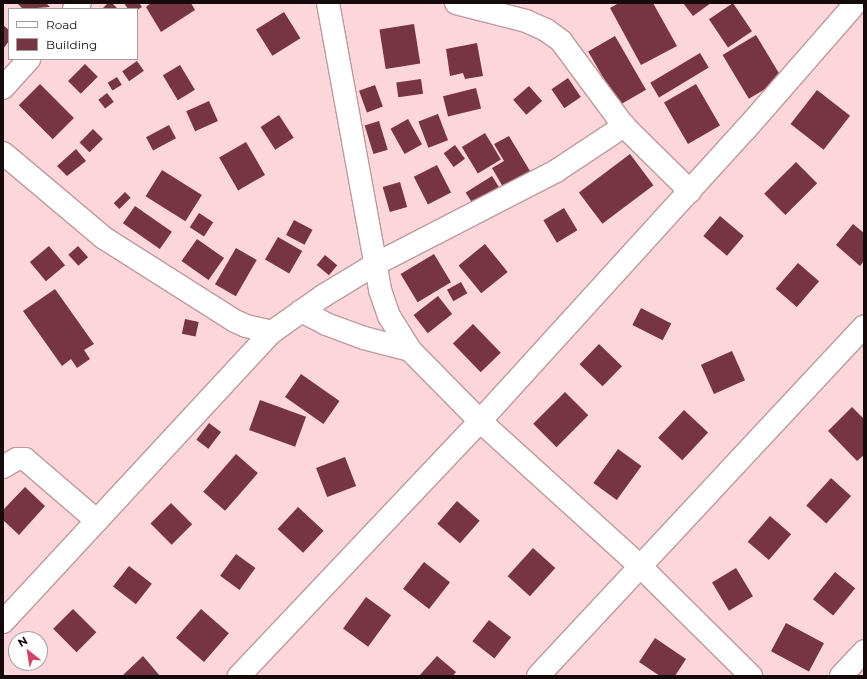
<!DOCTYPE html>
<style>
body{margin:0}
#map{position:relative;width:867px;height:679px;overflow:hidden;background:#fcd6db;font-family:Montserrat,sans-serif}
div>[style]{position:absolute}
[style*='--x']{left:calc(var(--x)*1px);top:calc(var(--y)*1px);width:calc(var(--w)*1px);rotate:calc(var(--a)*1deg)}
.building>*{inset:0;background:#773442;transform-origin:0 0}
.roads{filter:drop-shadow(1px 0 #be9a9f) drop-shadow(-1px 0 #be9a9f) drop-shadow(0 1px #be9a9f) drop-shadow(0 -1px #be9a9f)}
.minor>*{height:22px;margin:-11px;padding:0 11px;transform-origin:11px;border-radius:11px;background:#fff}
span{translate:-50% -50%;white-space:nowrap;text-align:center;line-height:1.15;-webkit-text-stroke:4px #fff;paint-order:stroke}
.frame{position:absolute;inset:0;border:4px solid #160a0c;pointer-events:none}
.legend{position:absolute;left:8px;top:8px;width:130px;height:52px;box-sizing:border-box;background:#fff;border:1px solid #a29d9e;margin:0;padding:5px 7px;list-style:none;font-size:12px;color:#160a0c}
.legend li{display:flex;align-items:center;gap:8px;height:20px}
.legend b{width:20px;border:1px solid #a29d9e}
.north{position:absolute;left:8px;top:631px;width:40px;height:40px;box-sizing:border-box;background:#fff;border:1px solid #a29d9e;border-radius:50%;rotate:330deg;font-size:11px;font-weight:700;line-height:16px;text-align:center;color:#160a0c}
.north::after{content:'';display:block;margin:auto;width:14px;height:18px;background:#d34368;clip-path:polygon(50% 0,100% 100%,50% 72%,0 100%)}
</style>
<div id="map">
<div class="building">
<div style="clip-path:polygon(17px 3px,46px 3px,50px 7px,23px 9px)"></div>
<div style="clip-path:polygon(108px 3px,112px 3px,118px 9px,102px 9px)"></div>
<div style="clip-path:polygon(124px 3px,139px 3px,142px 7px,137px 10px,128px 9px)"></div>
<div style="clip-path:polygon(151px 3px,191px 3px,195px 10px,161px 32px,146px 7px)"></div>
<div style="clip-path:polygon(619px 3px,653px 3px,677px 46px,641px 65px,610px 8px)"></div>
<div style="clip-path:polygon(683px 3px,711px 3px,693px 16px)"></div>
<div style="left:733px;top:3px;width:34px;height:29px;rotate:56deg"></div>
<div style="left:284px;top:12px;width:31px;height:33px;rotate:58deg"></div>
<div style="left:414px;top:24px;width:40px;height:35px;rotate:81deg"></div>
<div style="clip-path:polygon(3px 25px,9px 30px,9px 41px,3px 49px)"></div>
<div style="left:756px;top:35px;width:51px;height:39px;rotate:59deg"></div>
<div style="left:615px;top:36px;width:62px;height:31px;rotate:60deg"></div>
<div style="clip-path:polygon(477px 43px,483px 76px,465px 79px,463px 73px,450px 76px,446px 49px)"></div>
<div style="left:700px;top:53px;width:17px;height:58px;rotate:59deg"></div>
<div style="left:137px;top:61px;width:12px;height:18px;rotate:55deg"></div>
<div style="left:85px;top:64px;width:18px;height:24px;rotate:45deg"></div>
<div style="left:180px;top:65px;width:29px;height:20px;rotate:59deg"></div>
<div style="left:117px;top:77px;width:9px;height:11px;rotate:58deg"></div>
<div style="left:568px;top:78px;width:23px;height:20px;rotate:56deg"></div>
<div style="left:421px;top:79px;width:15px;height:25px;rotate:82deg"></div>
<div style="left:40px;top:84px;width:48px;height:30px;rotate:45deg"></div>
<div style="left:696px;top:84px;width:48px;height:37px;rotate:60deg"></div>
<div style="left:375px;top:85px;width:23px;height:17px;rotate:70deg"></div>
<div style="left:529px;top:86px;width:20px;height:21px;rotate:49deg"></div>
<div style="left:476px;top:88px;width:21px;height:34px;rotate:76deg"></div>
<div style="left:817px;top:90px;width:42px;height:43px;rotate:38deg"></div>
<div style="left:107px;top:93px;width:11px;height:11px;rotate:52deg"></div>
<div style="left:209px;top:101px;width:22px;height:25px;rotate:66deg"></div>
<div style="left:438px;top:114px;width:28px;height:21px;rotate:69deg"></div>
<div style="left:279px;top:115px;width:27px;height:22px;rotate:57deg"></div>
<div style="left:408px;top:119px;width:29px;height:20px;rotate:61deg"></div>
<div style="left:379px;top:121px;width:30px;height:15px;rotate:73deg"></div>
<div style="left:169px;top:125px;width:15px;height:26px;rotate:62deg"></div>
<div style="left:93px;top:129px;width:14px;height:19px;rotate:45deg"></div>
<div style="left:485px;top:133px;width:31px;height:27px;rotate:59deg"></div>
<div style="clip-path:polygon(509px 136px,530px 171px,503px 187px,492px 168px,504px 161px,494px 144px)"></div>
<div style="left:246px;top:142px;width:38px;height:31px;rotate:60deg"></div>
<div style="left:455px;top:145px;width:17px;height:14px;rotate:54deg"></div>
<div style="clip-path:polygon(76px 149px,86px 161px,67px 176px,57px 166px)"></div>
<div style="left:630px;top:154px;width:39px;height:64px;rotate:53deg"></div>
<div style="left:796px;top:162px;width:30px;height:45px;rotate:45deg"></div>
<div style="left:437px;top:165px;width:31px;height:26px;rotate:63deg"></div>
<div style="left:162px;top:170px;width:47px;height:31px;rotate:32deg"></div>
<div style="left:492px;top:176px;width:13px;height:31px;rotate:58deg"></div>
<div style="left:400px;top:182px;width:26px;height:18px;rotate:74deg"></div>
<div style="left:125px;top:192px;width:8px;height:16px;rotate:45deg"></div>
<div style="left:135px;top:206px;width:45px;height:21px;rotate:35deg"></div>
<div style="left:564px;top:208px;width:26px;height:24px;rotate:59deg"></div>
<div style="left:199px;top:213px;width:17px;height:17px;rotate:33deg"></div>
<div style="left:720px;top:216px;width:31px;height:26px;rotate:40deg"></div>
<div style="left:294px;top:220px;width:21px;height:17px;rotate:28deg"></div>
<div style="clip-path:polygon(853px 224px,864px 233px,864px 261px,860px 266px,836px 245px)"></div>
<div style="left:278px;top:237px;width:28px;height:26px;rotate:30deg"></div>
<div style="left:197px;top:239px;width:33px;height:27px;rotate:35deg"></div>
<div style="left:485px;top:244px;width:36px;height:34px;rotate:51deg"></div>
<div style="left:49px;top:246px;width:25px;height:25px;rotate:50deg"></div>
<div style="left:78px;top:246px;width:15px;height:13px;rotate:48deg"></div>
<div style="left:236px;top:248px;width:24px;height:42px;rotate:30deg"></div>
<div style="left:434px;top:254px;width:33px;height:39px;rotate:59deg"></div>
<div style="left:325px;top:255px;width:16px;height:13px;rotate:40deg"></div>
<div style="left:798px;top:263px;width:28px;height:34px;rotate:41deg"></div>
<div style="left:461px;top:282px;width:13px;height:16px;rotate:61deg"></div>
<div style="clip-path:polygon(55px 289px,94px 344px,84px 350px,90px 359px,77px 368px,71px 359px,62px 366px,23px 311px)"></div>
<div style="left:438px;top:296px;width:23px;height:31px;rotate:52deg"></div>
<div style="left:641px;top:308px;width:34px;height:19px;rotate:27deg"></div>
<div style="left:185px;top:319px;width:14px;height:15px;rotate:12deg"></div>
<div style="left:473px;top:324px;width:40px;height:28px;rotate:46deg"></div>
<div style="left:599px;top:344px;width:32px;height:28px;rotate:44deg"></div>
<div style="left:732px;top:351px;width:32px;height:34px;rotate:66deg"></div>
<div style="left:301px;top:374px;width:47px;height:28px;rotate:35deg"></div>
<div style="left:565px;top:392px;width:33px;height:45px;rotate:45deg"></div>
<div style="left:260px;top:400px;width:49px;height:32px;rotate:20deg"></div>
<div style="clip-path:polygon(852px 407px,864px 419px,864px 455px,857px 461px,828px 431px)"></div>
<div style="left:684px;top:410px;width:33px;height:38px;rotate:43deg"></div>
<div style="left:209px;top:423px;width:15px;height:21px;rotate:37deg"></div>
<div style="left:618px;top:449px;width:29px;height:42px;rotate:36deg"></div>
<div style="left:236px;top:454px;width:29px;height:50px;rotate:41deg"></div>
<div style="left:345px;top:457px;width:31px;height:31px;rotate:69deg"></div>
<div style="left:831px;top:478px;width:27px;height:37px;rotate:42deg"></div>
<div style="clip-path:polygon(25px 487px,45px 506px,19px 535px,3px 520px,3px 510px)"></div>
<div style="left:457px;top:501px;width:30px;height:30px;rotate:41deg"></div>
<div style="left:171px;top:503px;width:30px;height:29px;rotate:45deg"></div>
<div style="left:298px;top:507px;width:35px;height:30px;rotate:43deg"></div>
<div style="left:770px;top:516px;width:28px;height:34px;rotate:41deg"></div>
<div style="left:533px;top:548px;width:30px;height:38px;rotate:42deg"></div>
<div style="left:236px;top:554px;width:24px;height:27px;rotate:36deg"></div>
<div style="left:424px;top:562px;width:33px;height:34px;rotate:38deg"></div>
<div style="left:129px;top:566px;width:29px;height:26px;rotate:38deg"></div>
<div style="left:736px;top:568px;width:33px;height:28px;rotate:59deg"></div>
<div style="left:835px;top:572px;width:26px;height:35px;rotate:39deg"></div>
<div style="left:366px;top:597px;width:31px;height:39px;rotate:36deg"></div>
<div style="left:73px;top:609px;width:33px;height:28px;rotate:45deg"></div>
<div style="left:201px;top:609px;width:37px;height:38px;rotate:41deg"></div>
<div style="left:489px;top:620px;width:28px;height:27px;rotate:38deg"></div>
<div style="left:786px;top:623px;width:43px;height:32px;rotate:28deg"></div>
<div style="clip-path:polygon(655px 638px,686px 659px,675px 676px,660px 676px,639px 662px)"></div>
<div style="clip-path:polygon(143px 656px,160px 676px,122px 676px)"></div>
<div style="clip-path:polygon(437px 656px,456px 672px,453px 676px,419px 676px)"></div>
</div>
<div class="roads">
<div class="minor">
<div style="--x:328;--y:3;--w:292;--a:79.7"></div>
<div style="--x:380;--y:290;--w:28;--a:71"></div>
<div style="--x:389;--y:316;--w:40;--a:58"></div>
<div style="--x:410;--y:350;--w:100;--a:45.4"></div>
<div style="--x:480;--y:421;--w:216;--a:42.2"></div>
<div style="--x:640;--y:566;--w:156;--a:44.7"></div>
<div style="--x:456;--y:3;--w:72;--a:14.4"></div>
<div style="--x:526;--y:21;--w:22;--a:24"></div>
<div style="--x:546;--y:30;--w:19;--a:36"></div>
<div style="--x:561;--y:41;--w:106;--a:53.5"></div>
<div style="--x:624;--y:126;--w:93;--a:44.6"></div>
<div style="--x:74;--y:9;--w:8;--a:-45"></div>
<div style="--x:3;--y:88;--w:39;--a:-48"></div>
<div style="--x:3;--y:153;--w:132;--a:40.1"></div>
<div style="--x:104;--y:238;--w:155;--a:32.4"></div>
<div style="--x:235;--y:321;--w:12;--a:24"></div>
<div style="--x:246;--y:326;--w:27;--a:13"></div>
<div style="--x:272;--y:332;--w:62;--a:-35.2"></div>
<div style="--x:323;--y:296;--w:60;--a:-31.3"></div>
<div style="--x:374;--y:265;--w:205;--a:-27.3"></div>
<div style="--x:556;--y:171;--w:82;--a:-33.5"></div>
<div style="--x:301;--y:311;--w:28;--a:27"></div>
<div style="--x:326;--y:324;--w:40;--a:20.2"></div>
<div style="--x:364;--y:338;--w:48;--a:14.6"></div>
<div style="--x:3;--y:467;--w:16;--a:-30"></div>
<div style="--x:17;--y:459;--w:8;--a:0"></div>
<div style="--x:25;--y:459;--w:95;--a:40.7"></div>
<div style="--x:3;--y:622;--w:396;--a:-47.2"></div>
<div style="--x:239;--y:676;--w:351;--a:-46.6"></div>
<div style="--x:480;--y:421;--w:395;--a:-47.7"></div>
<div style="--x:746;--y:129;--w:167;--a:-48.9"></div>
<div style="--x:538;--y:676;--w:478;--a:-47"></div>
<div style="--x:841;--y:676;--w:34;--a:-47"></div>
</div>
</div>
<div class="frame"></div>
<ul class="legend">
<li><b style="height:5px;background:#fff"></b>Road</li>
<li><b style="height:11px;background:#773442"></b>Building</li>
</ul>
<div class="north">N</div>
</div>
━━━━━━
In the answer, include exactly the lines from the top of the entries through the line containing "0 #be9a9f) drop-shadow(-1px", and nothing else, not even the pictures.

<!DOCTYPE html>
<style>
body{margin:0}
#map{position:relative;width:867px;height:679px;overflow:hidden;background:#fcd6db;font-family:Montserrat,sans-serif}
div>[style]{position:absolute}
[style*='--x']{left:calc(var(--x)*1px);top:calc(var(--y)*1px);width:calc(var(--w)*1px);rotate:calc(var(--a)*1deg)}
.building>*{inset:0;background:#773442;transform-origin:0 0}
.roads{filter:drop-shadow(1px 0 #be9a9f) drop-shadow(-1px 0 #be9a9f) drop-shadow(0 1px #be9a9f) drop-shadow(0 -1px #be9a9f)}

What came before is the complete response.